━━━━━ Exercise materials ━━━━━

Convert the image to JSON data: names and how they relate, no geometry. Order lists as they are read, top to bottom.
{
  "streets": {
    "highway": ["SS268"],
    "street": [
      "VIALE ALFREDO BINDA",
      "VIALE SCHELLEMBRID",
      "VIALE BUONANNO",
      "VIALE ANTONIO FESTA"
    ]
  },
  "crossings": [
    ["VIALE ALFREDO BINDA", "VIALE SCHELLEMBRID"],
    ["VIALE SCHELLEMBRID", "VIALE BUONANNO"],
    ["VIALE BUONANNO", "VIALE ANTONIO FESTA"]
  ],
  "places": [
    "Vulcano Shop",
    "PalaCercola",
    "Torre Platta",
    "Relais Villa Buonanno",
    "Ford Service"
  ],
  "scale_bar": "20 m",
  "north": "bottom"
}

━━━━━

» What is needed
All of the material above should be reproduced exactly.

» Answer to this exercise
Convert the image to JSON data: names and how they relate, no geometry. Order lists as they are read, top to bottom.
{
  "streets": {
    "highway": ["SS268"],
    "street": [
      "VIALE ALFREDO BINDA",
      "VIALE SCHELLEMBRID",
      "VIALE BUONANNO",
      "VIALE ANTONIO FESTA"
    ]
  },
  "crossings": [
    ["VIALE ALFREDO BINDA", "VIALE SCHELLEMBRID"],
    ["VIALE SCHELLEMBRID", "VIALE BUONANNO"],
    ["VIALE BUONANNO", "VIALE ANTONIO FESTA"]
  ],
  "places": [
    "Vulcano Shop",
    "PalaCercola",
    "Torre Platta",
    "Relais Villa Buonanno",
    "Ford Service"
  ],
  "scale_bar": "20 m",
  "north": "bottom"
}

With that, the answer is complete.